The UK’s spiralling pension deficits are not being calculated appropriately, professionals have said while being left bamboozled about what methodology to use instead.

Deficits have edged back from all-time record highs last summer. But they remain a huge headache for some of the UK’s largest companies.

Royal Mail is facing industrial action by its 160,000-strong workforce after announcing plans to shut its final salary scheme. The closure plans came as the firm revealed the annual bill of servicing it had sky-rocketed to £1.3bn.

Other blue chip firms, such as BT and Tesco, are facing multi-billion pound shortfalls and testing negotiations with pension trustees this year.

Read more: Royal Mail retires pensions scheme: The what, why and how

But according to one of the world’s largest actuarial firms, research suggests the way in which schemes are calculated may no longer be appropriate.

More than half of respondents (56 per cent) to a poll by Aon Hewitt said the popular “gilts plus” method for valuing pension schemes is “not helpful” in the current lower-for-longer interest rate environment. A further eight per cent said the method was “broken and should not be used”.

The gilts plus method references the yield from a UK government bond and adds a spread. It is the most common method, used in around 90 per cent of cases.

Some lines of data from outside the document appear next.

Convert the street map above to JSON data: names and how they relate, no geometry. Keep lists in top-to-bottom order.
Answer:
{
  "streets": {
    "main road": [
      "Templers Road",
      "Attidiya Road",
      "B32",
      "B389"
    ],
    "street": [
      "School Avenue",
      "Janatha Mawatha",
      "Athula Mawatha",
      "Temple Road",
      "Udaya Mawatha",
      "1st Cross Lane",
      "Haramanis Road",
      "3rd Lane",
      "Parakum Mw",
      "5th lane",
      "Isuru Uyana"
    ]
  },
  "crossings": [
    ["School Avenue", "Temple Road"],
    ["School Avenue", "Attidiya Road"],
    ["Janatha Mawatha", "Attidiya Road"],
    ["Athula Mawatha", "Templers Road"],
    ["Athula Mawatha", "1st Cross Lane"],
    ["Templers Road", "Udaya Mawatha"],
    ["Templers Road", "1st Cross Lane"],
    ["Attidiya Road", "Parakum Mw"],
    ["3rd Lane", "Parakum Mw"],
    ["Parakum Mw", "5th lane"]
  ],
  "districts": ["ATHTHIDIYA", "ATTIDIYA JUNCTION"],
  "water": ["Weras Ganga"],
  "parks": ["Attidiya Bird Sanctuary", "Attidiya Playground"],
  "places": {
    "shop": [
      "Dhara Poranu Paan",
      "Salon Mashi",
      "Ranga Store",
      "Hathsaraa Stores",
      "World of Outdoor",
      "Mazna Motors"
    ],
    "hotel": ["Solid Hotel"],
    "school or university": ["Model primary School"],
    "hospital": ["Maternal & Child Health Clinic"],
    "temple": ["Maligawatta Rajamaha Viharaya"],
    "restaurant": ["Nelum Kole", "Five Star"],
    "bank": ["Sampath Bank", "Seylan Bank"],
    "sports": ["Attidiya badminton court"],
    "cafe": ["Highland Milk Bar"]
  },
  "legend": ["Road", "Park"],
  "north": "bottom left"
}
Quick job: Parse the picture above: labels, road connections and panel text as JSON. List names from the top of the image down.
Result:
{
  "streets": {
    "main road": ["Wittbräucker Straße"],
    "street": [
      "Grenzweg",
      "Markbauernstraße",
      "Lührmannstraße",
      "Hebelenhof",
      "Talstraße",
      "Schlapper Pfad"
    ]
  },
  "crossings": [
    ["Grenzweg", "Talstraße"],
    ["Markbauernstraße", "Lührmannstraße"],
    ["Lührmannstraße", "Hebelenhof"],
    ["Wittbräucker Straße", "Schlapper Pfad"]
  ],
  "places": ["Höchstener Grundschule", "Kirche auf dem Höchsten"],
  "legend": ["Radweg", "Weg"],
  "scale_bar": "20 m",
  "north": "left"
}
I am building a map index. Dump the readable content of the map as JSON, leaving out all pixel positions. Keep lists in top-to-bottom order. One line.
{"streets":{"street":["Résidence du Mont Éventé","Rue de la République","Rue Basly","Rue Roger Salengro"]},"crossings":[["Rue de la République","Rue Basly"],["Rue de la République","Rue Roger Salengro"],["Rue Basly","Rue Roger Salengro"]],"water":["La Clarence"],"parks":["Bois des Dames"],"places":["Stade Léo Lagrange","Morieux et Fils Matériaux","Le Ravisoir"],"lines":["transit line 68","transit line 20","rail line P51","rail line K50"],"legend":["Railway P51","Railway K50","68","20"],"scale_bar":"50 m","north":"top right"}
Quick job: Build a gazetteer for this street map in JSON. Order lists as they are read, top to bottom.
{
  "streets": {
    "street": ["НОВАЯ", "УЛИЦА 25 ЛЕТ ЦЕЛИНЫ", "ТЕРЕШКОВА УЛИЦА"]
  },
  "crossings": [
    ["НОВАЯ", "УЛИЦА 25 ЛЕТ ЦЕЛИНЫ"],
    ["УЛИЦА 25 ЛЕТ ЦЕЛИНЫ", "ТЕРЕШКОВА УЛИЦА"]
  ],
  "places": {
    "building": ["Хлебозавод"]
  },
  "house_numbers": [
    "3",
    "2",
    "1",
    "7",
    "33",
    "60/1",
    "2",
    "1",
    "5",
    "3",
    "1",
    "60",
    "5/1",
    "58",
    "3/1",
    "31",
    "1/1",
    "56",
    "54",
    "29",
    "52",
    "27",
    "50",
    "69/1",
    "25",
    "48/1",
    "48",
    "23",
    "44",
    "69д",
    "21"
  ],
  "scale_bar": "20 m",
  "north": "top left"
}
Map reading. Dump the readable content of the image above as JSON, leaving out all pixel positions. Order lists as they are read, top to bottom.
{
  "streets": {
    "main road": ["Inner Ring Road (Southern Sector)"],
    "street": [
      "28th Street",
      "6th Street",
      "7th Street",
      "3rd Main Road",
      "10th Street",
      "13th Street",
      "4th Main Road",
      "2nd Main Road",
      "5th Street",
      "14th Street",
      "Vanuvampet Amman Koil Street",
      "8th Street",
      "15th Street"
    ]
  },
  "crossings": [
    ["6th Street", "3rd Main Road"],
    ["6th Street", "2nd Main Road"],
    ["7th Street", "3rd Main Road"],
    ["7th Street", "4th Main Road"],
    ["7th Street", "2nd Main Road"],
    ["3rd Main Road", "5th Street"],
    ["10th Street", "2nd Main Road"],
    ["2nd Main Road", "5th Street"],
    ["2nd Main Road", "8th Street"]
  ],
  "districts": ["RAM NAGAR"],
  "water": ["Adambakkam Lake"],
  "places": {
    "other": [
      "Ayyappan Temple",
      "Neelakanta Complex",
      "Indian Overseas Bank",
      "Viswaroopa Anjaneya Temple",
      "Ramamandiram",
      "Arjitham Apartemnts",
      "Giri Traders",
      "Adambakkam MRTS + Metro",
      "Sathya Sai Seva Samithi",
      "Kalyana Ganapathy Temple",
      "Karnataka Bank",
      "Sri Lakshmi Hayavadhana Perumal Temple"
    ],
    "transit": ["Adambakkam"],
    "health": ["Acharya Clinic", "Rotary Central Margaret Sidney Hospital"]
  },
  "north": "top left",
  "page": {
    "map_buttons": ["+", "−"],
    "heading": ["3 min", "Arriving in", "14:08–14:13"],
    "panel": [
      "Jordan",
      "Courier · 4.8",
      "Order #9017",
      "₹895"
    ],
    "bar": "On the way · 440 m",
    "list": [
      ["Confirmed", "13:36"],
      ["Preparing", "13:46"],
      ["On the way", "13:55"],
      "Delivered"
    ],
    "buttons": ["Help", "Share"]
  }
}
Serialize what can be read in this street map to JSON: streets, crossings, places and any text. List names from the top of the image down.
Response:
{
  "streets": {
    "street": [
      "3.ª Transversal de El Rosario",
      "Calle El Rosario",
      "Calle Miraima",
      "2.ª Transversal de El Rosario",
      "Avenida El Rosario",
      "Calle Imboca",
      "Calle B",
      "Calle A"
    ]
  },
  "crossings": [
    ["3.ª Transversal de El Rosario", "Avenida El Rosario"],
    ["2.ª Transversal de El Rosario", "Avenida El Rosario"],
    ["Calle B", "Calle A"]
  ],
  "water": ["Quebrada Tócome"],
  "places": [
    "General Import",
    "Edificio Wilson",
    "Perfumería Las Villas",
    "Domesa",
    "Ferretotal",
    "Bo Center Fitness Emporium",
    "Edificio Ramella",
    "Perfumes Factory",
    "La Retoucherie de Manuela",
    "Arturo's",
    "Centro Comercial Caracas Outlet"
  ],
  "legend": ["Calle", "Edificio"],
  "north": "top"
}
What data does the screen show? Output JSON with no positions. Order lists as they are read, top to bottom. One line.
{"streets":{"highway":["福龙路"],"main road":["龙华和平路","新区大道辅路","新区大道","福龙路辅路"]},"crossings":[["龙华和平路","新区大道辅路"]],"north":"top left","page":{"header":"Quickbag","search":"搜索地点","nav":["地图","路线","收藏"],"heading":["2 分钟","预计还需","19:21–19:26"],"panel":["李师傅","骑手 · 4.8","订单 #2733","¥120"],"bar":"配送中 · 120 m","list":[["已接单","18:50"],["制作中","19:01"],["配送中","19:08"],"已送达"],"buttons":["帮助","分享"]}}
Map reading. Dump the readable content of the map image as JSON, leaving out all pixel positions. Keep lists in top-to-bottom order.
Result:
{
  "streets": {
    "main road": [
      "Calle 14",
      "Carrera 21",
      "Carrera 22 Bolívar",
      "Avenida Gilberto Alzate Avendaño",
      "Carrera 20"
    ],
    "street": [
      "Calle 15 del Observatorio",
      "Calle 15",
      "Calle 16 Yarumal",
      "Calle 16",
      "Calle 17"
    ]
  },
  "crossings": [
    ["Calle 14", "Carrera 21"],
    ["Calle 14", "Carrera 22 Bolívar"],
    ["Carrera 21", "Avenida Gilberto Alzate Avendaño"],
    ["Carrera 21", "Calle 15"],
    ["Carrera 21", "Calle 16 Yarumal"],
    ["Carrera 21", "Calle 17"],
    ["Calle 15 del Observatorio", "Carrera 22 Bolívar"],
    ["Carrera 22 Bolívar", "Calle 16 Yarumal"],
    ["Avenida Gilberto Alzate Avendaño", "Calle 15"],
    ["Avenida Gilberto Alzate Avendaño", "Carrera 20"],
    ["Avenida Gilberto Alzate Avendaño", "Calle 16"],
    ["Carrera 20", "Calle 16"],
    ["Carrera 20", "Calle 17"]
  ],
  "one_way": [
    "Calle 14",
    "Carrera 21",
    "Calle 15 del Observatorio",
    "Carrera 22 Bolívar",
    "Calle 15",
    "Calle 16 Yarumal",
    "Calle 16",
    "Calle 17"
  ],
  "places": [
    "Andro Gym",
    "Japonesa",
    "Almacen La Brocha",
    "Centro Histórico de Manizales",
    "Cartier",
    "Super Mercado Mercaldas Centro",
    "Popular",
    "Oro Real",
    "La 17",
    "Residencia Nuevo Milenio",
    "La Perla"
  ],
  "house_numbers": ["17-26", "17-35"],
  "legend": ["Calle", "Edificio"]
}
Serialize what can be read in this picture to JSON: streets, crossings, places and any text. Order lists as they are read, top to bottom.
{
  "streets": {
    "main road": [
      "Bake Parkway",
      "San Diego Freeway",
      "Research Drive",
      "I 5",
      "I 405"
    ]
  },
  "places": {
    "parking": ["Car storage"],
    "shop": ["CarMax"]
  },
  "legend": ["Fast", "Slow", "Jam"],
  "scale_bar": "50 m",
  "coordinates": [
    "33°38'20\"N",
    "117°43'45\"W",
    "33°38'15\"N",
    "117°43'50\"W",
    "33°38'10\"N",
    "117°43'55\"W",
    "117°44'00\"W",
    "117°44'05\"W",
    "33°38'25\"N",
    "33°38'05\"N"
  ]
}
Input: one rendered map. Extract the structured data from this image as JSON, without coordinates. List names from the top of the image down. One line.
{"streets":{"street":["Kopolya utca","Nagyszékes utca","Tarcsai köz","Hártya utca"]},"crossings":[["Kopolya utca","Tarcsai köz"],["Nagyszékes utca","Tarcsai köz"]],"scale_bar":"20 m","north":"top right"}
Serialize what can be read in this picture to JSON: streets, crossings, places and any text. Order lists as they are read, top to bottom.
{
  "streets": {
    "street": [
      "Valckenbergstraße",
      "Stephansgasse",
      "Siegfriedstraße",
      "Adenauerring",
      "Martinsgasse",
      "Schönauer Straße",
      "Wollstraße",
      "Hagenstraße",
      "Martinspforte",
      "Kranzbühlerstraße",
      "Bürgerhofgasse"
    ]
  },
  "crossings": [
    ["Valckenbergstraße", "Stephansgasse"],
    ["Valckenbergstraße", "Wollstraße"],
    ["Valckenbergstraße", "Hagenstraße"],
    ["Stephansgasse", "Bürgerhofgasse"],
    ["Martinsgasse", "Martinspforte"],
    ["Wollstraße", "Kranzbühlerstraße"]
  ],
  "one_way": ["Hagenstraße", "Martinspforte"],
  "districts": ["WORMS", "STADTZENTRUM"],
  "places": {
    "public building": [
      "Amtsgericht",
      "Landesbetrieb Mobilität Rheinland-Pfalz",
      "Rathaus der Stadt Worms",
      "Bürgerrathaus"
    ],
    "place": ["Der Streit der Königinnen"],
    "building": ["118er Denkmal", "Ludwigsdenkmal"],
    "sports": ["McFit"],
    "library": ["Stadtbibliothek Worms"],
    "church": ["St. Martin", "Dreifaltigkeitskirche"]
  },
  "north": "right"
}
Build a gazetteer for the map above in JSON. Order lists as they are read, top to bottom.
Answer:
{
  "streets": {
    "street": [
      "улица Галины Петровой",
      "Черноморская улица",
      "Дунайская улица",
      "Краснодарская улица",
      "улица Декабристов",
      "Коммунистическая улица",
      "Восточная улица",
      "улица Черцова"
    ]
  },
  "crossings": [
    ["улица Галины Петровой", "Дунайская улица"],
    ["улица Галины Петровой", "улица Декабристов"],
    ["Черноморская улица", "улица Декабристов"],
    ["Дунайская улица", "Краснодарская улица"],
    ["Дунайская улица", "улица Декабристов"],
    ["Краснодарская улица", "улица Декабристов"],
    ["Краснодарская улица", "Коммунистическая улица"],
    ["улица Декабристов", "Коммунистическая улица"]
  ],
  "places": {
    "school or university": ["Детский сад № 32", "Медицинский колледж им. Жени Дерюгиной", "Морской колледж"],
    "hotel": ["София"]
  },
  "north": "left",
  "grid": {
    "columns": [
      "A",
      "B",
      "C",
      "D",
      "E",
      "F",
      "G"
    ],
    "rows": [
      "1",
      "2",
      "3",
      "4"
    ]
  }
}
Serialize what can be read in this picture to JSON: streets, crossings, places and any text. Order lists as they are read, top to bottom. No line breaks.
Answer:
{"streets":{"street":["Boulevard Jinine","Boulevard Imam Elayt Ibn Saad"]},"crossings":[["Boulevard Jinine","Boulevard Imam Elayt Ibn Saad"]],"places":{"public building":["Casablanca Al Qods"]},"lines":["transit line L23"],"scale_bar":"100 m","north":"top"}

While research suggested gilts plus was not popular, professionals have been left scratching their heads as to what should replace it.

“It’s very very easy to throw mud at something and say ‘Oh, that is rubbish’,” said Aon Hewitt retirement and investment partner Paul McGlone.

But a lot of the mud thrown at the gilts plus method really doesn't stick because all the other methods have the same sort of characteristics.

Read more: Good news for pensions? We aren't going to live as long as we thought...

McGlone added that expected returns have fallen across all asset classes. This means whichever calculation method is used, the cost of paying benefits to pensioners will have risen in recent years.

Last week the Pensions Regulator said scheme trustees should be less “prescriptive” in valuation methodologies. Where the gilt plus methodology worked for some pension plans, it may not for others.

A more flexible approach was supported by McGlone. He urged trustees not to “slavishly follow” one method but consider which was most appropriate given the needs of both the company and pension scheme members.